About this exercise
Go through the records and copy each line where the string "grid" occurs.
Start of Block
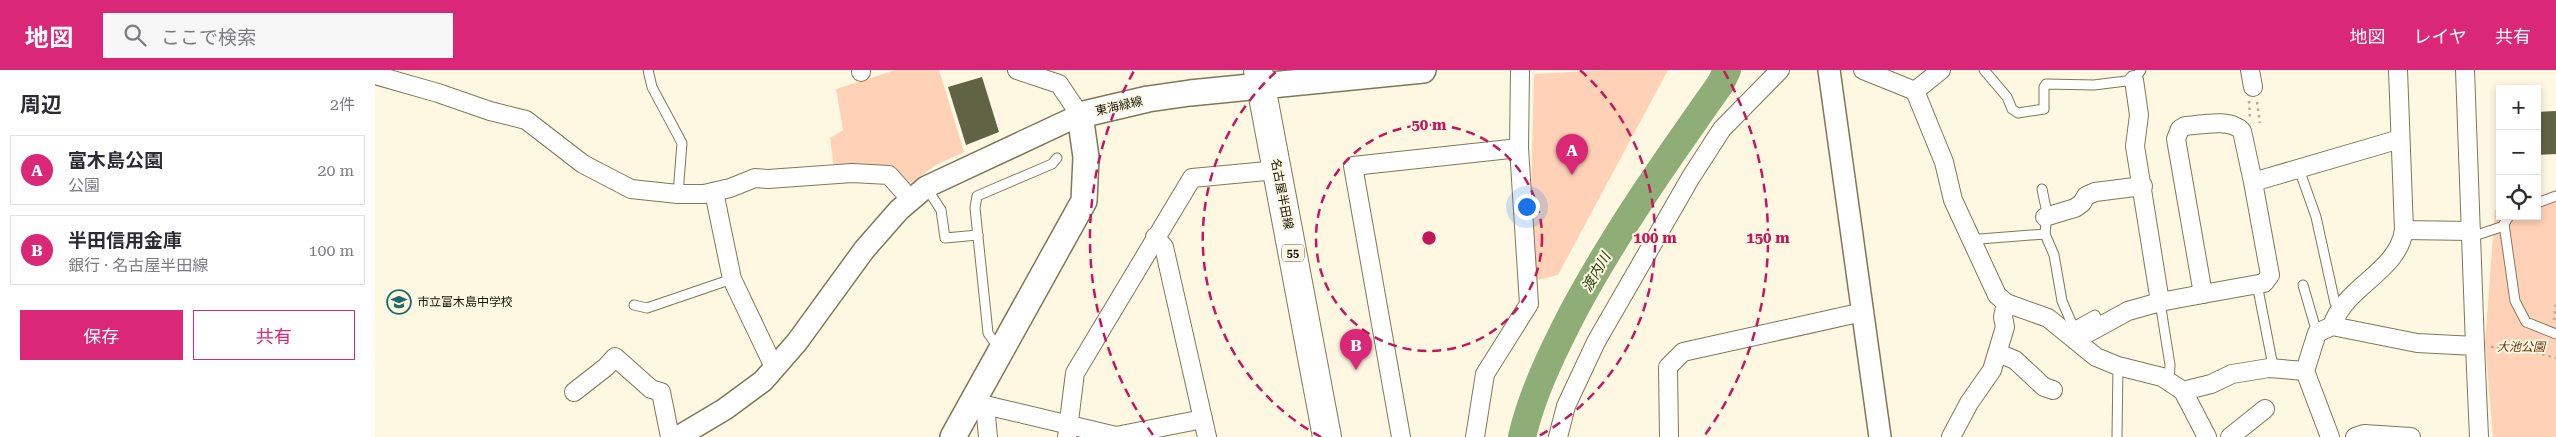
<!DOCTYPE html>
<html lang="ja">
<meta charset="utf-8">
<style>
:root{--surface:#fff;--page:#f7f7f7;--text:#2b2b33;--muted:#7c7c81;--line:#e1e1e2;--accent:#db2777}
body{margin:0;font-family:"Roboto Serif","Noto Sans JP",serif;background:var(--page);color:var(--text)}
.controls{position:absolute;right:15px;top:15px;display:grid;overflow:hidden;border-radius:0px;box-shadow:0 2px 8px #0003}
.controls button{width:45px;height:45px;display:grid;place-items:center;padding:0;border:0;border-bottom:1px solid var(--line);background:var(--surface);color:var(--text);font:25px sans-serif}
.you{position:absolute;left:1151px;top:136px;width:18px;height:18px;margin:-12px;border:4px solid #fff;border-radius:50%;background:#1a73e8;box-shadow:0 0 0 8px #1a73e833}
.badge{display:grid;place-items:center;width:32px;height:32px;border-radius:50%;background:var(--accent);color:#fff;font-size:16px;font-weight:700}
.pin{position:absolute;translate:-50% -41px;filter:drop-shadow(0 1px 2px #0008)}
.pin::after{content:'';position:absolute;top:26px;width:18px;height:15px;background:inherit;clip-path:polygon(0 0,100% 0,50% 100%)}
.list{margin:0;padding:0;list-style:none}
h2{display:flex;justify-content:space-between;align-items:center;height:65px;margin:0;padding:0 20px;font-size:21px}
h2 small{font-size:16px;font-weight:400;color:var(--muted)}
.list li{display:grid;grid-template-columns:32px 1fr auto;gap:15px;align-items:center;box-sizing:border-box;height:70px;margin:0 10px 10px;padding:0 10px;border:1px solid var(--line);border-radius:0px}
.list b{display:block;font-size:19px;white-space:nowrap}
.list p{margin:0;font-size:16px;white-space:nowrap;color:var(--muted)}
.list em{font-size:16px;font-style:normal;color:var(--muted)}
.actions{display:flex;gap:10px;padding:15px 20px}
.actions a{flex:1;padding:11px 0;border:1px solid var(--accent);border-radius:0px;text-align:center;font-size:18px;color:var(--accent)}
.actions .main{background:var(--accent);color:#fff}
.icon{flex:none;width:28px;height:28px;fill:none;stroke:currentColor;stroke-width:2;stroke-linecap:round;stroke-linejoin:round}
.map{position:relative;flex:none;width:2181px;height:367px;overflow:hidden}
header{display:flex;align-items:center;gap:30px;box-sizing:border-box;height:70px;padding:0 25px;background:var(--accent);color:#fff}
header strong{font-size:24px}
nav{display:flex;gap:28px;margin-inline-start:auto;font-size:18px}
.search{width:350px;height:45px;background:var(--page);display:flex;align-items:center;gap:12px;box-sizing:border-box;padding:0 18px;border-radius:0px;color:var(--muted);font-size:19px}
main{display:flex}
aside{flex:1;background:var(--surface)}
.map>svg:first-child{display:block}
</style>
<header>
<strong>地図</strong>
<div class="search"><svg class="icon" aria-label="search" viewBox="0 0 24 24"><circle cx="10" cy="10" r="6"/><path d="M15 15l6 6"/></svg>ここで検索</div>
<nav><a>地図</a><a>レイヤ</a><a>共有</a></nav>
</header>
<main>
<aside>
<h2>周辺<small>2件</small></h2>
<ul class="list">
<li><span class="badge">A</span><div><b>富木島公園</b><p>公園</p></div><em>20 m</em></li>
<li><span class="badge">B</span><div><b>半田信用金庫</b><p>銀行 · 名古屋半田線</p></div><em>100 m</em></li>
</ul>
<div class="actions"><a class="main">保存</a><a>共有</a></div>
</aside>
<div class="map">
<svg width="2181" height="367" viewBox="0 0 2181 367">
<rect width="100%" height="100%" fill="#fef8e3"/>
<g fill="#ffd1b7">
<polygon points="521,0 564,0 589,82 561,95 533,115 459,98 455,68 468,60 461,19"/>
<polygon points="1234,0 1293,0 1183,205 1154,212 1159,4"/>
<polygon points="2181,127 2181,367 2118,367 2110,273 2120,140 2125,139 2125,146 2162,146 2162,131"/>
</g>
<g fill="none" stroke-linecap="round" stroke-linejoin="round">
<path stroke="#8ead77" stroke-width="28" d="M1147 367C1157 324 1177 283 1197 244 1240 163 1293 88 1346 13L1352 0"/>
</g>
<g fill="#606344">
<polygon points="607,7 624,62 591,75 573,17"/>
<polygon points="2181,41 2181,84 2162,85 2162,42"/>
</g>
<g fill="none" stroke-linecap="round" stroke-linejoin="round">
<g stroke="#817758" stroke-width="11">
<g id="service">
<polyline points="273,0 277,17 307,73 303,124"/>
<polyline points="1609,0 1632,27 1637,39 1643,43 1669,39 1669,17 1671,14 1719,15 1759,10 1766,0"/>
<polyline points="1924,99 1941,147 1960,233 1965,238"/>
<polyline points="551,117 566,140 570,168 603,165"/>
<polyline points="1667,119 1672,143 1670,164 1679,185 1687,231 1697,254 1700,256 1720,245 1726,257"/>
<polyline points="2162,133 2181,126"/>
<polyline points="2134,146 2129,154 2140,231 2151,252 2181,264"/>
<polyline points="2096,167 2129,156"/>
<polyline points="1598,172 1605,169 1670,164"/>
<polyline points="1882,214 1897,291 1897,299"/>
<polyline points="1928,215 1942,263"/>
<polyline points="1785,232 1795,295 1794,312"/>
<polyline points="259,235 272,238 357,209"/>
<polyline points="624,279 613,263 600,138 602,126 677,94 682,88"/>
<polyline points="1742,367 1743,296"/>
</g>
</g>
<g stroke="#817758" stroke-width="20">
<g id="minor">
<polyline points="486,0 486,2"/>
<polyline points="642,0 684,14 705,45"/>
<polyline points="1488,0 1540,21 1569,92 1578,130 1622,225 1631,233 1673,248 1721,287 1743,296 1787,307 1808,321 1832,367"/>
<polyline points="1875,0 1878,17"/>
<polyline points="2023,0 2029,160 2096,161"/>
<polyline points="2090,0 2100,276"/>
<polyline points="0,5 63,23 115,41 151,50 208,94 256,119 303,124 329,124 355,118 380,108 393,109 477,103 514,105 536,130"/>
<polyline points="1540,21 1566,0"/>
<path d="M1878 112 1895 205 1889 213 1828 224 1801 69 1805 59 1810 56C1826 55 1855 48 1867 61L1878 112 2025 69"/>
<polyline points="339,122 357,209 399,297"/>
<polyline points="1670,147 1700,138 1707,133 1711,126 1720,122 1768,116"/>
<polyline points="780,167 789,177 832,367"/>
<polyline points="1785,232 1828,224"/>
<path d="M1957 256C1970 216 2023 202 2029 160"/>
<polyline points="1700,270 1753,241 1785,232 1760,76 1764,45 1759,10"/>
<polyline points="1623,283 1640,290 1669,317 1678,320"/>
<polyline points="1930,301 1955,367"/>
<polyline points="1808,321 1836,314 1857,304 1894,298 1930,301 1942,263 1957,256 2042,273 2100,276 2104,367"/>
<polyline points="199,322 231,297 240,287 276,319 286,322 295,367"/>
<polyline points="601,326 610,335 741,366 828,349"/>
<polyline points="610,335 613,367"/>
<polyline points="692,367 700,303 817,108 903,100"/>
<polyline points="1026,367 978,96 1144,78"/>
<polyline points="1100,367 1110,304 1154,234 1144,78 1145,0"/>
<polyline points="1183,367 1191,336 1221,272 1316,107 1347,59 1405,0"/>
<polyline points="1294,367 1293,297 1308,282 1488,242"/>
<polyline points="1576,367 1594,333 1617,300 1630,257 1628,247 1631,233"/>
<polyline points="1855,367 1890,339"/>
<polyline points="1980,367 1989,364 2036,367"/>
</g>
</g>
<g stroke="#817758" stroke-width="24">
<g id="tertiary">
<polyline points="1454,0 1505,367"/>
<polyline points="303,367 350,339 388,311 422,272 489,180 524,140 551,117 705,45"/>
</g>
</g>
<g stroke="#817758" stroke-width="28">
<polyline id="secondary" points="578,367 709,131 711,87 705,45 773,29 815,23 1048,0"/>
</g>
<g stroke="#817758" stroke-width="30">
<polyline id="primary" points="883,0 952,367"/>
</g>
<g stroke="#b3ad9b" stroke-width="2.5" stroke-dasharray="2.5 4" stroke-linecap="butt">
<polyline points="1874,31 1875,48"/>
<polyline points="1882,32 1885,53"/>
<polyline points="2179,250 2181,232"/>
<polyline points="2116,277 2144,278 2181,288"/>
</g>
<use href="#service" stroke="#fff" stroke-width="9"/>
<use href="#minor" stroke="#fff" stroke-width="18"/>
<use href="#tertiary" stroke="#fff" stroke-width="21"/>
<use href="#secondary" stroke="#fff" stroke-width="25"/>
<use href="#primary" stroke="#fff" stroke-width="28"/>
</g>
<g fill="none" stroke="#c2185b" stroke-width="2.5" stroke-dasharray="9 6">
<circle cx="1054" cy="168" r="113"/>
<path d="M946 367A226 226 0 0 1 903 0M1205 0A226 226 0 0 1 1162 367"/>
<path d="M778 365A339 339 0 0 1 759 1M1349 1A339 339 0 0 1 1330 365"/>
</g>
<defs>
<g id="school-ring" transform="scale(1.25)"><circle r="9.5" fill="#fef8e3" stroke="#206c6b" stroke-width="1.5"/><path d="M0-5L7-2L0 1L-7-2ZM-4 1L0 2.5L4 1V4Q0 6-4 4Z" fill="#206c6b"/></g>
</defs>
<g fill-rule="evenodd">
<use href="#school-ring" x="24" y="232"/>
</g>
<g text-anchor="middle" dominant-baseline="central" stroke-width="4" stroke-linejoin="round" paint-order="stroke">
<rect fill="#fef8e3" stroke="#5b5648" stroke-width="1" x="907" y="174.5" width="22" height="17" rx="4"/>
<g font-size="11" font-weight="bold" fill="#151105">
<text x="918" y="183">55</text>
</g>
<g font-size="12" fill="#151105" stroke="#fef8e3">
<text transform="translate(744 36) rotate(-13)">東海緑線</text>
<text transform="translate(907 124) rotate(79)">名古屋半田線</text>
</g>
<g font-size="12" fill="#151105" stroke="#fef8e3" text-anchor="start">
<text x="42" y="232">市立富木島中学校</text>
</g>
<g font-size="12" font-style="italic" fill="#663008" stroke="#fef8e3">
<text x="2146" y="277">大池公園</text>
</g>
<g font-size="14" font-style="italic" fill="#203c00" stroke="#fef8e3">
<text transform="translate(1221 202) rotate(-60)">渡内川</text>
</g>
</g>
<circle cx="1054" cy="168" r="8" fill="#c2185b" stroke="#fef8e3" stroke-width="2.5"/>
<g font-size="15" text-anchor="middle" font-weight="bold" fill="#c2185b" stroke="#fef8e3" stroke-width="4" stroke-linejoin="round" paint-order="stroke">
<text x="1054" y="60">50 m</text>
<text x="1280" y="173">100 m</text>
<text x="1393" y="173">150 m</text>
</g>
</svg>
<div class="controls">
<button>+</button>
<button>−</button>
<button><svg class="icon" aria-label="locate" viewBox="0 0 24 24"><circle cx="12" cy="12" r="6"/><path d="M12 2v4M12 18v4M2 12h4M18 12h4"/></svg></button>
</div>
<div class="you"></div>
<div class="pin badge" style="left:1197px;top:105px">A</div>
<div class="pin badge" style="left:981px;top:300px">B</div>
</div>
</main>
End of Block
Your response
.controls{position:absolute;right:15px;top:15px;display:grid;overflow:hidden;border-radius:0px;box-shadow:0 2px 8px #0003}
.controls button{width:45px;height:45px;display:grid;place-items:center;padding:0;border:0;border-bottom:1px solid var(--line);background:var(--surface);color:var(--text);font:25px sans-serif}
.badge{display:grid;place-items:center;width:32px;height:32px;border-radius:50%;background:var(--accent);color:#fff;font-size:16px;font-weight:700}
.list li{display:grid;grid-template-columns:32px 1fr auto;gap:15px;align-items:center;box-sizing:border-box;height:70px;margin:0 10px 10px;padding:0 10px;border:1px solid var(--line);border-radius:0px}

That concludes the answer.